Enquanto o sol da manhã brilha no Palácio do Portão Dourado, o irmão Hisham e a irmã Asma preparam-se para a viagem de uma vida. Estamos em 791 da Era Comum e o Califado Abássida está no auge do seu poder, estendendo-se da Índia até ao norte de África. Com mais de meio milhão de habitantes, a sua capital de Madinat al-Salaam, também conhecida como Bagdade, é a maior no Império Islâmico, possivelmente no mundo. E só tem 30 anos de existência. 
Asma e Hisham vão partir ao anoitecer para a hajj, a peregrinação santa a Meca. A maioria das pessoas faz a viagem quando é mais velha e com mais posses, mas Hisham e Asma querem fazer esta viagem juntos desde que eram crianças. 

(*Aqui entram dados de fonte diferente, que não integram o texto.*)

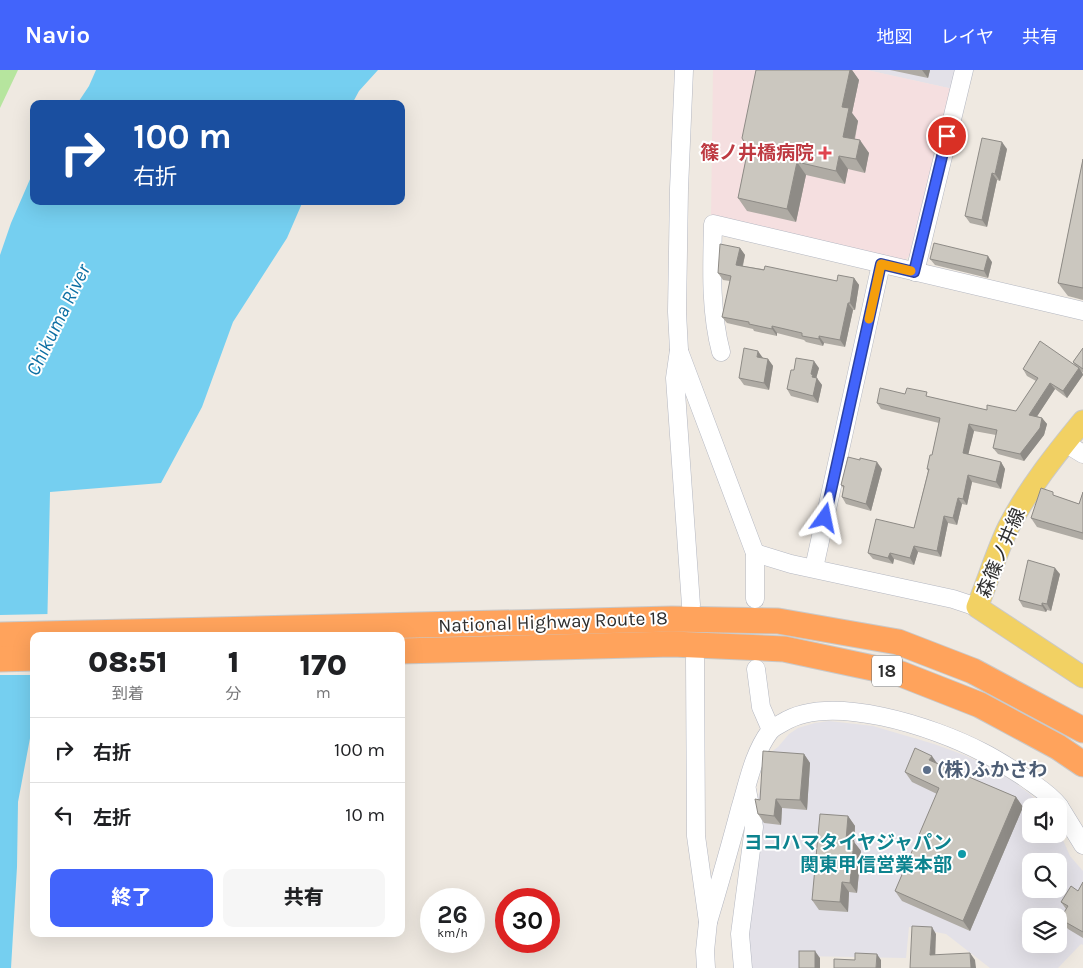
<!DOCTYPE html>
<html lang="ja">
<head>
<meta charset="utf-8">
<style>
	:root { --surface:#fff; --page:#f6f6f6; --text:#202124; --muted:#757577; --line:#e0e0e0; --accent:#4264fb }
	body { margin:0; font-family:Karla,"Noto Sans JP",sans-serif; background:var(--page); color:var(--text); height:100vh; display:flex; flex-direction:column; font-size:19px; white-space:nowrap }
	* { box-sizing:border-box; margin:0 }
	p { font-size:16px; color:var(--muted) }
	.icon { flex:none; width:28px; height:28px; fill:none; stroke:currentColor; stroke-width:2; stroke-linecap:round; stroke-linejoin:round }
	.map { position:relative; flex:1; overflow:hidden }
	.sheet { position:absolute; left:30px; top:562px; width:375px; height:305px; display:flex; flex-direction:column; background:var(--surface); border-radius:10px; box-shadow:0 5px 20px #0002 }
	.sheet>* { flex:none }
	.hud { position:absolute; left:30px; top:30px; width:375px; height:105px; border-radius:10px; box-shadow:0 5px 20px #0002; background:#1a4fa0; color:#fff; overflow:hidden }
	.controls { position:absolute; left:1022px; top:728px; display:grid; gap:10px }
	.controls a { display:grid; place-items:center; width:45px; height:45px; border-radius:10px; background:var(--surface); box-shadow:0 5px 20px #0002; font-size:25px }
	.speed { position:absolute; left:420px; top:818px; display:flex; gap:10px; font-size:25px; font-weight:700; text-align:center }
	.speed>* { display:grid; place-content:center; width:65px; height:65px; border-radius:50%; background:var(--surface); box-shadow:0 5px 20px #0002; line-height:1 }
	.speed small { font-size:12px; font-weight:400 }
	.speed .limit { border:8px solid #d22; background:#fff; color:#111 }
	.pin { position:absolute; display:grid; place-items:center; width:42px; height:42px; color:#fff; margin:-21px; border:2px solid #fff; border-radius:50%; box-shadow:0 1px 5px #0007 }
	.me { position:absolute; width:55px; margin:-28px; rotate:12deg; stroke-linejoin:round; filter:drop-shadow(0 0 4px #0008) }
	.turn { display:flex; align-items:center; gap:18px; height:105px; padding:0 20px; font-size:22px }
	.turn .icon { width:65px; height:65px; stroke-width:2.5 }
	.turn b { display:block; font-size:35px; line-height:42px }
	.eta { display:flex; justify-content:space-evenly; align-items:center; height:85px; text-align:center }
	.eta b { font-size:30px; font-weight:800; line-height:35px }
	.primary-button { display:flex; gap:10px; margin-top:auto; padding:10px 20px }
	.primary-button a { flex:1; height:58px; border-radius:10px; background:var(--accent); color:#fff; font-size:20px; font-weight:800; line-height:58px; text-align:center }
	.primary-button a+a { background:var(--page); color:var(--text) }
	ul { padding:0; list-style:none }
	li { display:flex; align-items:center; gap:15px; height:65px; padding:0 20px; border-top:1px solid var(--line) }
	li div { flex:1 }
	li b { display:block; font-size:19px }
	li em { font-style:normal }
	header { display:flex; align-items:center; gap:30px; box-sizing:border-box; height:70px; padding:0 25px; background:var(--accent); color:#fff }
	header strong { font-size:24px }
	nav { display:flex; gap:28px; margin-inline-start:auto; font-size:18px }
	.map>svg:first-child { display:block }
	.industrial { fill:#e3e1e8; fill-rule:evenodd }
	.medical { fill:#f5dfe0 }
	.green { fill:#b6e59e }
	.water { fill:#75cff0 }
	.pier { fill:#efe9e1 }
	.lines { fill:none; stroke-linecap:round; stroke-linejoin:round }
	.minor-casing { stroke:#b4b7c1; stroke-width:19 }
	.major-casing { stroke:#c9c9c9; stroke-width:23 }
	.highway-casing { stroke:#c9c9c9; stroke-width:27 }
	.minor { stroke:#fff; stroke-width:18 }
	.major { stroke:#f2d163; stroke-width:21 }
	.highway { stroke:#ffa35c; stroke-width:25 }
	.wall { fill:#afaba4 }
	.shaded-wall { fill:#8e8b86 }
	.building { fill:#cbc7bf; stroke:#8e8b86 }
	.route-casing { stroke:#2b41a3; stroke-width:12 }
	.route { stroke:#4264fb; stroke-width:9 }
	.slow { stroke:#f59e0b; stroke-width:9 }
	.health-dot { fill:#e0444e; stroke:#fff; stroke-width:2 }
	.service-dot { fill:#5c6f8a; stroke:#fff; stroke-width:2 }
	.culture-dot { fill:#0f9aa8; stroke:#fff; stroke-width:2 }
	.labels { text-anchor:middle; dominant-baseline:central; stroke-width:4; stroke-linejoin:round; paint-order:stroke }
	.shield { fill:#fff; stroke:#6d6d6d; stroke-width:1 }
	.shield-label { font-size:18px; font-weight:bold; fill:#2e2e2e }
	.health-label { font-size:19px; font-weight:bold; fill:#be3a42; stroke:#fff; text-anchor:end }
	.street-label { font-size:19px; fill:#2e2e2e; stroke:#fff }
	.service-label { font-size:19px; font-weight:bold; fill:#4e5e75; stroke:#fff; text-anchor:start }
	.culture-label { font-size:19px; font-weight:bold; fill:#0d838f; stroke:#fff; text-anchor:end }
	.water-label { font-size:20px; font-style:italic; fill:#0d6fa3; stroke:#fff }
</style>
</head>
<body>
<header>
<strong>Navio</strong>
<nav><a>地図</a><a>レイヤ</a><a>共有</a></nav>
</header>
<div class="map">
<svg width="1083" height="898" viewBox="0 0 1083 898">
	<rect width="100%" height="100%" fill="#efe9e1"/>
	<g class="industrial">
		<path d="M867,0H957L953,19Z"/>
		<path d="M829,651L873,656L934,674L964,685L992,698L1014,712L1031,725L1042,736H1031V764H1059V761L1070,786L1083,801V875L1081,874L1058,898H990L946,864L909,857L906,888L802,886L801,898H750L746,866L756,738L767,685L778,677L789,664L798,658L815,653ZM1031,791H1059V819H1031ZM1031,846H1059V874H1031Z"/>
	</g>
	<path class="medical" d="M713,0H867L953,19L914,181L902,193L711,147Z"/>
	<path class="green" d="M0,0H18L0,38Z"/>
	<g class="water">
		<path d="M96,0H378L359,21L352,34H77L89,16Z"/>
		<path d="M34,100V131H303L287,168L233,252L202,337L161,413L50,422L47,566H34V658L31,663L18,732L17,797L11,898H0V185L11,153Z"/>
	</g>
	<path class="pier" d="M50,544L49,566H34V605H0V545Z"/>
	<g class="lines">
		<defs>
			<g id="minor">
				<path d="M684,0L679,119L677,242L679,280L675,308L691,535"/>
				<path d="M915,202L964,0"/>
				<path d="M679,281L755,483V529"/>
				<path d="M721,282C710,241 712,197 713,154L1083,241"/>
				<path d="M1065,373L1083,384"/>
				<path d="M755,483L791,494L953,529L977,537"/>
				<path d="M814,498L881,194"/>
				<path d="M695,589L696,766L708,852L705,881L706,898"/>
				<path d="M756,599L761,637L771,660"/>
				<path d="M1059,736L1083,775"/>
				<path d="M708,852C719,815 730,777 740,739C748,713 753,684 770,661C773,658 778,655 782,653C830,622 934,657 982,682C996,689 1010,698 1024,707C1036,716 1050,724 1059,736"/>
				<path d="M743,898L740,864L754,757L747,720"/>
			</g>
			<path id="major" d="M1083,351C1055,385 1028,419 1008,458C996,483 988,511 977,537L1083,607"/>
			<g id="highway">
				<path d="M0,565L672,549L778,551L898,572L973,601L1083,660"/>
				<path d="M401,581L672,574L784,579L901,604L980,635L1058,677L1083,694"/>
				<path d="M0,589L34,588"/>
			</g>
		</defs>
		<use href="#minor" class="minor-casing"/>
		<use href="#major" class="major-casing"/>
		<use href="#highway" class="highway-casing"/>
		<use href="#minor" class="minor"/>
		<use href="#major" class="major"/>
		<use href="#highway" class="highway"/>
	</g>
	<g class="wall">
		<path d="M756,0H852L859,10L852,43L858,51L855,69L869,83L865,103L848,99L845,114L806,105L796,152L747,141L738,128L748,79Z"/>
		<path d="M890,0H930L928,8Z"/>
		<path d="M1007,79L1000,111L997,110L987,157L970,153L965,146Z"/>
		<path d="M1083,89V230L1068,226L1058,213Z"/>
		<path d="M740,178L745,185L743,196L837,211L854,208L859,215L855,240H853L845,277L824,273L823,276L806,272L804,270L777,263V266L754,261L753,259L727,253L722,247L730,211L723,210L718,203Z"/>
		<path d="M930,189L992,192L988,208L935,195Z"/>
		<path d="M1083,278V303L1081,301L1083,305L1067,328L1055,319L1037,346L1042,348L1047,354L1044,365L1024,391L998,384L993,378L996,365L974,361L968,384L1001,392L1005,399L1001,419L972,412L967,435L962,434L957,455L948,453L941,487L918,482L914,495L894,489L893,494L873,489L868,483L914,458L928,401L927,399L932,385L939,353L881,339L877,333L930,327L987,340L1016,341L1036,311L1027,306L1023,299L1075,296L1073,292Z"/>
		<path d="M762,288L768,289L773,296L769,320L744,315L739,308L763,288Z"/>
		<path d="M819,298L816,308L822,315L818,333L791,326L787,319L794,300Z"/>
		<path d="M860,390L882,399L871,441L846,434L842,427L844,419L841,415Z"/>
		<path d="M1083,422V470L1037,457L1031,448L1056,426L1079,434Z"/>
		<path d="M1060,504L1051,541L1047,540L1046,542L1023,537L1019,530Z"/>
		<path d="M804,684L810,693L807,740L782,738L781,755L764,753L758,744L760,730Z"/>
		<path d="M937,694L1016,727L1023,737L970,861L902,831L895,821L937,724L912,712L905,702Z"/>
		<path d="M848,746L855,756L854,772L861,781L857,823L849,822L848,842L819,840L812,830Z"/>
		<path d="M1083,812V868L1068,859L1060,849L1066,839L1061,832L1078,821Z"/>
	</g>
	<g class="shaded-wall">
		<path d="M850,0H852L859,10L852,43L858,51L852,80L843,67L842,37Z"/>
		<path d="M922,0H930L928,8Z"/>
		<path d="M860,70L869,83L865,103L856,89Z"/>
		<path d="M1002,72L1007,79L1000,111L995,104Z"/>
		<path d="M839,86L848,99L845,114L836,101Z"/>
		<path d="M797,92L806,105L796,152L787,139Z"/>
		<path d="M992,103L997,110L987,157L982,150Z"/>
		<path d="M740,178L745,185L741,202L736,195Z"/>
		<path d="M988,186L992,192L988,208L984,201Z"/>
		<path d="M854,208L859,215L855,240L850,233Z"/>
		<path d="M848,233L853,240L845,277L840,270Z"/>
		<path d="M772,256L777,263V266L772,259Z"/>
		<path d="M819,266L824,273L823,276L819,269Z"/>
		<path d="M758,281L763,288L762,294L757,287Z"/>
		<path d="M768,289L773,296L769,320L764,313Z"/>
		<path d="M814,291L819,298L816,309L817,308L822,315L818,333L813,326L811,304Z"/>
		<path d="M1079,298L1083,304V305L1067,328L1063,321Z"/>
		<path d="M1050,313L1055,319L1034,351L1029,345Z"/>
		<path d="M1042,348L1047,354L1044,365L1024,391L1020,384Z"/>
		<path d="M969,354L974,361L967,390L963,383Z"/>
		<path d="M877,392L882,399L871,441L866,434Z"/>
		<path d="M1001,392L1005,399L1001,419L996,412Z"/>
		<path d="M968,405L972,412L967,435L963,429Z"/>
		<path d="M958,428L962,434L957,455L953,448Z"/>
		<path d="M944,446L948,453L941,487L937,481Z"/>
		<path d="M914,476L918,482L914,495L910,488Z"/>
		<path d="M890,483L894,489L893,494L888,488Z"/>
		<path d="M1055,498L1060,504L1051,541L1047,534Z"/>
		<path d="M1042,533L1047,540L1046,542L1042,536Z"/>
		<path d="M804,684L810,693L807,740L800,730Z"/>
		<path d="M932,686L939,696L929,690Z"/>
		<path d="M1016,727L1023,737L970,861L963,851Z"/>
		<path d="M776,729L782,738L781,755L774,746Z"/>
		<path d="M848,746L855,756L854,772L861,781L857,823L850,813L846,770Z"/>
		<path d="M842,812L849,822L848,842L840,832Z"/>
		<path d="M932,857L936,864L935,892L930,885Z"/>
		<path d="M815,881L820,888V898H815Z"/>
		<path d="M970,883L975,890L976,898H971Z"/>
		<path d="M877,884L881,890V898H876Z"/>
	</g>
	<g class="building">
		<path d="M756,0H850L842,37L849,38L843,67L860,70L856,89L839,86L836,101L797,92L787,139L738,128L748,79L742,68Z"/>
		<path d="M982,68L1002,72L995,104L992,103L982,150L965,146Z"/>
		<path d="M1083,89V218L1058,213Z"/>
		<path d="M934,173L988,186L984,201L930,189Z"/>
		<path d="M720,174L740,178L736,195L764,200L765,196L837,211L838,205L854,208L850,233H848L840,270L819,266V269L802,266V263L772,256V259L749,254V252L722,247L731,206L718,203Z"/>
		<path d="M1040,271L1079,298L1063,321L1050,313L1029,345L1042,348L1040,358L1020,384L993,378L997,360L969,354L963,383L1001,392L996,412L968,405L963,429L958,428L953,448L944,446L937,481L914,476L910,488L890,483L888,488L868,483L876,449L914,458L929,399H927L930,385H932L940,348L877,333L880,318L905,324L907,318L927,322L926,326L987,340V335L1016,341L1038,308L1023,299Z"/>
		<path d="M744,278L758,281L757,287L768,289L764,313L739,308Z"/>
		<path d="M1083,278V299L1073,292Z"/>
		<path d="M796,288L814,291L811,304L813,305L812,307L817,308L813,326L787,319L791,300H794Z"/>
		<path d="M848,387L860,390V388L877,392L866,434L842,427L844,416L841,415Z"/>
		<path d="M1041,418L1053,422V425L1079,434L1083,422V463L1031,448Z"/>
		<path d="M1028,490L1055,498L1047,534L1042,533V536L1019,530Z"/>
		<path d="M915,678L932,686L929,690L1016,727L963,851L895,821L939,718L905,702Z"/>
		<path d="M763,681L804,684L800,730L776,729L774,746L758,744L755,729L760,730Z"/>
		<path d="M820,744L848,746L846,770L854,771L850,813L842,812L840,832L812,830Z"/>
		<path d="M1083,812V862L1060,849L1068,836L1061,832L1071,816L1078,821Z"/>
		<path d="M912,856L932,857L930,885L970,883L971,898H910Z"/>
		<rect x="799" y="881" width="16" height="17"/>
		<path d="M855,883L877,884L876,898H834V889L855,890Z"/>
	</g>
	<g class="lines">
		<defs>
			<path id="route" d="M825,448L881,194L914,202L947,66"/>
		</defs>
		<use href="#route" class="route-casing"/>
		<use href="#route" class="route"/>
		<path class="slow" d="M869,249L881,194L911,201"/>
	</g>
	<path class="health-dot" d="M822.5 75.5h5v5h5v5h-5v5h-5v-5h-5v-5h5z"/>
	<circle class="service-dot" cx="927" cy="700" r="5"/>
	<circle class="culture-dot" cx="962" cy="784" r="5"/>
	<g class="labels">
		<rect class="shield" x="872" y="585.5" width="30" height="31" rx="4"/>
		<g class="shield-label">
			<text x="887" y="601">18</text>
		</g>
		<g class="health-label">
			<text x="814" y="83">篠ノ井橋病院</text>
		</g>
		<g class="street-label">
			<text transform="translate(1001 483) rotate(-67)">森篠ノ井線</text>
			<text transform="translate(553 552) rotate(-2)">National Highway Route 18</text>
		</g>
		<g class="service-label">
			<text x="937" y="700">(株)ふかさわ</text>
		</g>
		<g class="culture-label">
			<text x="952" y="773">ヨコハマタイヤジャパン<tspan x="952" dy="22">関東甲信営業本部</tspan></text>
		</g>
		<g class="water-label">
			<text transform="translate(58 250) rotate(-64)">Chikuma River</text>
		</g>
	</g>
</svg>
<div class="controls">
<a><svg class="icon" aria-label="sound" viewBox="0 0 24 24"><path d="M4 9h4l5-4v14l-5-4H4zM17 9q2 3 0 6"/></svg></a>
<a><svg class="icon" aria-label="search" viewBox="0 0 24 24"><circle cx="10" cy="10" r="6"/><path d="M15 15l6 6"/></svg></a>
<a><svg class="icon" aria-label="layers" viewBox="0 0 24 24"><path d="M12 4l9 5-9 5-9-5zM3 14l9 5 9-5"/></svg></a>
</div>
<div class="speed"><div>26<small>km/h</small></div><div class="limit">30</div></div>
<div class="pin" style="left:947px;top:66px;background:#d93025"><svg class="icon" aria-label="arrive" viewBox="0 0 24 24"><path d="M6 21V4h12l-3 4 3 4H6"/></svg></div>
<svg class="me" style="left:825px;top:448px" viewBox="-20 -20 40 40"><path d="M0-17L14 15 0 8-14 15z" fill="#4264fb" stroke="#fff" stroke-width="4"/></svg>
<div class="hud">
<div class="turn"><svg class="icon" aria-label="right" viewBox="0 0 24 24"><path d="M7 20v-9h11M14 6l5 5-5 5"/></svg><div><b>100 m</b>右折</div></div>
</div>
<section class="sheet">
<div class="eta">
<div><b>08:51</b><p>到着</p></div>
<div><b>1</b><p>分</p></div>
<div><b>170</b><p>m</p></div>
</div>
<ul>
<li><svg class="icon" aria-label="right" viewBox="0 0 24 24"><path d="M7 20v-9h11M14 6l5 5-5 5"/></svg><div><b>右折</b></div><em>100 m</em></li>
<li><svg class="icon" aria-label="left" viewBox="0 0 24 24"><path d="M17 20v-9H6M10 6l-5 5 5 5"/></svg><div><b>左折</b></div><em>10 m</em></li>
</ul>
<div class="primary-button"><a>終了</a><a>共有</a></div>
</section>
</div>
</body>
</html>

Eles pretendem viajar com a grande caravana hajj que é protegida pelos soldados califa. Este ano, o califa Al-Rashid também está a viajar com a caravana. A caravana hajj é como uma enorme cidade móvel, com soldados, cozinheiros, médicos, comerciantes, servos e pessoas escravizadas. A viagem é longa, com perigos como doenças, roubos e desidratação. Devido a estes perigos, Hisham e Asma querem viajar com o grupo maior, mas um contratempo de última hora ameaça desfazer meses de um cuidadoso planeamento. 
Quando os irmãos visitam o mercado para verem os mantimentos que tinham comprado, o comerciante diz-lhes que um dos camelos ficou doente, e não tem mais substitutos. 
Sem o camelo, os irmãos não conseguem partir com a caravana. Procuram pelo mercado, que está agitado com pessoas de diferentes contextos étnicos, como persas, árabes, turcos, africanos e indianos, que seguem religiões diferentes como o islamismo, judaísmo, cristianismo e zoroastrianismo. O mercado vende de tudo, desde cerâmica feita localmente, vidro egípcio e papel de Samarcanda a seda chinesa, ouro de África e pele de raposa do norte distante. Mas como a carava parte esta noite, ninguém tem um camelo disponível. 
Apesar de a hajj ser principalmente uma viagem religiosa, os irmãos têm outras esperanças pessoais para a viagem. Hisham e Asma vêm de uma família rica e ambos tiveram tutores em crianças. 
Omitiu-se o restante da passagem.